## WHAT IS REQUIRED
Each line of the records below that holds "fabs" should be returned.

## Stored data
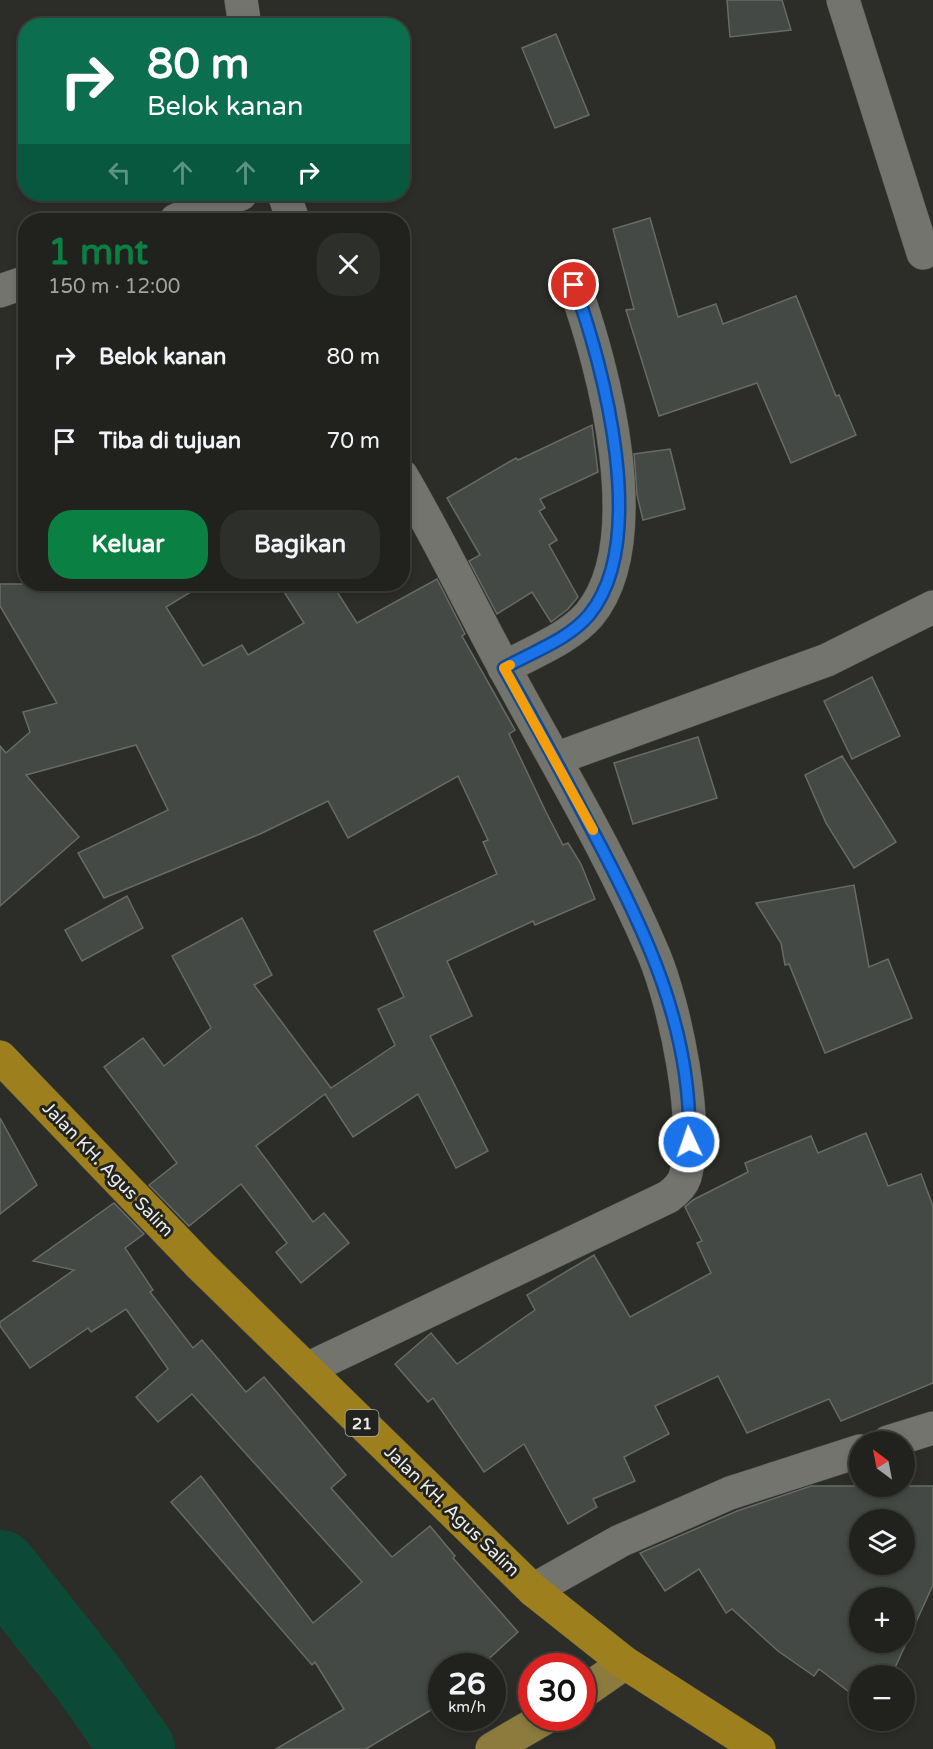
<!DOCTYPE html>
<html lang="id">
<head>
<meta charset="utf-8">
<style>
  body { margin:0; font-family:"Varela Round",sans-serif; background:#2d2f2b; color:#f1f3f6; height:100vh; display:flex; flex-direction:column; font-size:22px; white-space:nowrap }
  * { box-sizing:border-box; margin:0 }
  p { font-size:20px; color:#a2a4a4 }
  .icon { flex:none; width:33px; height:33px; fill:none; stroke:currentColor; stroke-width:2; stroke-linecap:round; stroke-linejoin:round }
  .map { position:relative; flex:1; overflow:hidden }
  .sheet { position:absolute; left:18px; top:213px; width:392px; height:378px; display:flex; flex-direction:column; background:#21221e; border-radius:24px; box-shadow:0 3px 9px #0003,0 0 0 2px #3e3f3c }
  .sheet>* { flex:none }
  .guide { position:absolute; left:18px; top:18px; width:392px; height:183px; border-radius:24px; box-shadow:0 3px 9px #0003,0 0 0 2px #3e3f3c; background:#0b6e4f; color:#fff; overflow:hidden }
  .needle { width:39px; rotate:328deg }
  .fabs { position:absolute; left:849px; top:1431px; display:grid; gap:12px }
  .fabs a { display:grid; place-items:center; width:66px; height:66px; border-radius:50%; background:#21221e; box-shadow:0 3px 9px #0003,0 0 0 2px #3e3f3c; font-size:30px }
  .speed { position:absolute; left:428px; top:1653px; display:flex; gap:12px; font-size:30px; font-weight:700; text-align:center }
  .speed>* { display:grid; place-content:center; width:78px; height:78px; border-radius:50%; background:#21221e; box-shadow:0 3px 9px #0003,0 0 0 2px #3e3f3c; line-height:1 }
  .speed small { font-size:15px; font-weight:400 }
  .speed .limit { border:9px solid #d22; background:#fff; color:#111 }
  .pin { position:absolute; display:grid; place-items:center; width:51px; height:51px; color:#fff; margin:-26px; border:3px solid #fff; border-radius:50%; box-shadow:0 2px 6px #0007 }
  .me { position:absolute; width:66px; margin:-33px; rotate:357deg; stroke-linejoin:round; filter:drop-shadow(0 0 4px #0008) }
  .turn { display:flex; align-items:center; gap:21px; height:126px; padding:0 30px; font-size:27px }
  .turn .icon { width:78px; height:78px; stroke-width:2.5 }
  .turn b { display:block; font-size:42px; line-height:51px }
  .lanes { display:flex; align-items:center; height:57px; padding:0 30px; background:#0003; justify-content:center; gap:30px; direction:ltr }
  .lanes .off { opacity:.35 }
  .round { display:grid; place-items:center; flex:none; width:63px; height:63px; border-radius:24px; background:#2d2f2b }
  .head { display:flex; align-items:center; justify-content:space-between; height:102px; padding:0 30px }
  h1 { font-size:36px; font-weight:800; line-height:45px; color:#0b8043 }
  .cta { display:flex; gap:12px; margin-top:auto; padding:12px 30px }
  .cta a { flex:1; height:69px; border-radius:24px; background:#0b8043; color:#fff; font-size:24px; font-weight:800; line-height:69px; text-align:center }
  .cta a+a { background:#2d2f2b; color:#f1f3f6 }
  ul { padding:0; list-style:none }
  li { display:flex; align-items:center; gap:18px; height:84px; padding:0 30px }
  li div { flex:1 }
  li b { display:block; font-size:22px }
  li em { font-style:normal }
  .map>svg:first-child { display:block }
</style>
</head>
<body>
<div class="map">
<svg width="933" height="1749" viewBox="0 0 933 1749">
  <rect width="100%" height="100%" fill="#2c2d28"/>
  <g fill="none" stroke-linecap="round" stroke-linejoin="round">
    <!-- river -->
    <path stroke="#0c4a37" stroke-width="74" d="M0,1567L88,1678L138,1749"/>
  </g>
  <!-- building -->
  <g fill="#454945" stroke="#666b66" stroke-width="1.5" fill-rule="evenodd">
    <path d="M727,0H782L791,30L730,37Z"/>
    <path d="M556,34L589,115L555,128L522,48Z"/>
    <path d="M650,218L678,317L716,304L723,324L796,296L836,396L839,395L856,435L791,463L757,383L659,416L626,310L634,309L613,229Z"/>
    <path d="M592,425L598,472L540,499L545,508L539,511L557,540L549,545L578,597L568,609L551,622L532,592L497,614L469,561L480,555L447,498L516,458L518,460Z"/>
    <path d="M670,449L685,509L643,520L637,495L634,454Z"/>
    <path d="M437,579L465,634L462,636L515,730L509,734L546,812L563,845L568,843L581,864L595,899L535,925L533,921L447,961L472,1016L430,1036L488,1151L456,1168L418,1094L353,1137L325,1094L256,1146L313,1222L324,1213L349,1243L301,1283L276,1252L287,1243L241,1184L189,1226L149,1185L177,1163L104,1067L143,1038L164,1066L211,1028L172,956L242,918L272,975L254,985L331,1088L395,1045L378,1009L404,997L374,931L497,874L483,842L488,840L458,776L348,838L328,801L260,834L104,898L78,853L168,810L136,745L26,775L79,837L0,906V746L6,753L30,732L23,712L57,703L0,606V584H204L166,607L203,666L242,645L248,655L304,623L279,584H332L357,623Z"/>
    <path d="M872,677L900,736L852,759L824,701Z"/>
    <path d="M698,737L717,798L633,824L614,763Z"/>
    <path d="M842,756L896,842L854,868L826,823L805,775Z"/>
    <path d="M854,885L869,967L888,959L912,1018L825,1053L789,964L785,965L781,943L756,903Z"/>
    <path d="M127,896L143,928L82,961L65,930Z"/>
    <path d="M0,1118L37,1185L0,1214Z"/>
    <path d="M866,1133L888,1186L921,1174L933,1206V1383L841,1421L829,1399L747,1433L718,1376L655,1406L669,1434L624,1457L635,1481L593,1499L597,1507L568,1524L524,1444L484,1472L433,1398L428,1402L395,1364L431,1333L457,1364L535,1310L527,1295L594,1255L630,1317L711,1273L697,1243L702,1241L685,1207L693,1200L748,1172L745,1163L811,1136L818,1153Z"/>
    <path d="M114,1203L144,1234L125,1248L153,1290L150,1292L193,1348L202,1340L246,1392L264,1377L346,1475L331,1488L392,1557L430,1526L455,1556L453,1558L518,1632L481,1666H441V1704L366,1749H276L344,1709L315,1662L312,1665L171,1502L201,1476L313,1623L362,1582L192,1394L158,1422L136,1397L168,1369L126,1309L91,1332L88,1328L30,1368L0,1326V1322L74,1270L33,1261Z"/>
    <path d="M811,1486H933V1585L893,1672L881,1667L874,1676H860V1694L857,1698L819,1669L814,1676L778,1651L732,1609L726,1613L699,1569L665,1591L640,1553L737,1511ZM860,1520H904V1564H860ZM860,1598H904V1642H860Z"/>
  </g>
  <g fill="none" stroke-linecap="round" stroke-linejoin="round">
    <!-- street casing -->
    <g stroke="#484945" stroke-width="34">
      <g id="street">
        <path d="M241,0L245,26"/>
        <path d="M843,0L923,253"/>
        <path d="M284,194L293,220"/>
        <path d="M176,220L241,194"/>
        <path d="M0,291L26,282"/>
        <path d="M504,668C532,652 568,639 589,615C650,542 604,367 574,285"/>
        <path d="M555,759L827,660L933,607"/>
        <path d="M307,1369L668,1197C675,1192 682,1186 685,1177C700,1123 675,1006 654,955C612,856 556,763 505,669C470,605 439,539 402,476"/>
        <path d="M888,1442L933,1428"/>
        <path d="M533,1590L620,1541L730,1493L860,1451"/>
      </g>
    </g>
    <!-- primary casing -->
    <g stroke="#484945" stroke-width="34">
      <g id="primary">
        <path d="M582,1693L625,1663"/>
        <path d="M492,1749L545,1718"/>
      </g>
    </g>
    <!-- highway casing -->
    <g stroke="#484945" stroke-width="34">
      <path id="highway" d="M0,1057L200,1265L533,1590L625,1663L759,1749"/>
    </g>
    <!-- street -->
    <use href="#street" stroke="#73746e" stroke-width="33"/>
    <!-- primary -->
    <use href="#primary" stroke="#8c7b3d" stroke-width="33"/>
    <!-- highway -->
    <use href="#highway" stroke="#9d801d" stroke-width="33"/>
  </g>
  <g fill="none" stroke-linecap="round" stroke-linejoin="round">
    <!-- route casing -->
    <g stroke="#114b97" stroke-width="15">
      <path id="route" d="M574,285C604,367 650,541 589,615C568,640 532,652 504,668C534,721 563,774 591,828C643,925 693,1028 689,1142"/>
    </g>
    <!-- route -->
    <use href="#route" stroke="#1a73e8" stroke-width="10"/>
    <!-- slow -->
    <path stroke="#f59e0b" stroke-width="10" d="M510,665L504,668L593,830"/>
  </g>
  <g text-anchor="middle" stroke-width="6" stroke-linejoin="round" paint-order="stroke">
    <!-- shield labels -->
    <rect fill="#22231f" stroke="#afb0ac" stroke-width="1.5" x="345.5" y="1410" width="33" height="26" rx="4.5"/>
    <g font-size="16" font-weight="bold" fill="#ecece9">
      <text x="362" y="1429">21</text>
    </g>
    <!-- street labels -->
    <g font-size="18" fill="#ecece9" stroke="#22231f">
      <text transform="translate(108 1169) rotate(46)" y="6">Jalan KH. Agus Salim</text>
      <text transform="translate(452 1511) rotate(44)" y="6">Jalan KH. Agus Salim</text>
    </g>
  </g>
</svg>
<div class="fabs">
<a><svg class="needle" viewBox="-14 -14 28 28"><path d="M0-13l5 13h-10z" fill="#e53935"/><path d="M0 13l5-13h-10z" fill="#a2a4a4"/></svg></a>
<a><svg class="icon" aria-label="layers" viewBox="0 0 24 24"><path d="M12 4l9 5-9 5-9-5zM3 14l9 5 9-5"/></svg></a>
<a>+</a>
<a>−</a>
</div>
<div class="speed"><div>26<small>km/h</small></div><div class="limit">30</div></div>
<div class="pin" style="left:574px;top:285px;background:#d93025"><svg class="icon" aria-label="arrive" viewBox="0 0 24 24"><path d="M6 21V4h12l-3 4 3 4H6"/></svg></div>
<svg class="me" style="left:689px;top:1142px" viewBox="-20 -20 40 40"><circle r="17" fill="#1a73e8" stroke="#fff" stroke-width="3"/><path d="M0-11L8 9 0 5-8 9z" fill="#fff"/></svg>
<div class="guide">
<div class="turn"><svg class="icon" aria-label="right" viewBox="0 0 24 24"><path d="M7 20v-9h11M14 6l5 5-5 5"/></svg><div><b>80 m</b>Belok kanan</div></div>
<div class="lanes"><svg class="icon off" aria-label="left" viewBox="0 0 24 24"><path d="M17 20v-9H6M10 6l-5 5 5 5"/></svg><svg class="icon off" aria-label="ahead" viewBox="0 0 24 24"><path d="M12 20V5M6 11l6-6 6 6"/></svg><svg class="icon off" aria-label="ahead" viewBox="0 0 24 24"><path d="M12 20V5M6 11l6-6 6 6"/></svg><svg class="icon" aria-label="right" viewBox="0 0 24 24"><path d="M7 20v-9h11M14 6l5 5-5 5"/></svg></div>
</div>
<section class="sheet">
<div class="head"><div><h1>1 mnt</h1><p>150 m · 12:00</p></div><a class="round"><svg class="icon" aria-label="close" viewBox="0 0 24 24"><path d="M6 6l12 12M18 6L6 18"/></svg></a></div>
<ul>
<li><svg class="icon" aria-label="right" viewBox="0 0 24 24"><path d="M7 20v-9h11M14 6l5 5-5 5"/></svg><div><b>Belok kanan</b></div><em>80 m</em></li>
<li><svg class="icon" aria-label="arrive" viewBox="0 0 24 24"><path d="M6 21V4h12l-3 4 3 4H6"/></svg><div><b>Tiba di tujuan</b></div><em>70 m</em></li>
</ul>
<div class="cta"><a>Keluar</a><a>Bagikan</a></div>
</section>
</div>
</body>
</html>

## ANSWER TO THIS TASK
  .fabs { position:absolute; left:849px; top:1431px; display:grid; gap:12px }
  .fabs a { display:grid; place-items:center; width:66px; height:66px; border-radius:50%; background:#21221e; box-shadow:0 3px 9px #0003,0 0 0 2px #3e3f3c; font-size:30px }
<div class="fabs">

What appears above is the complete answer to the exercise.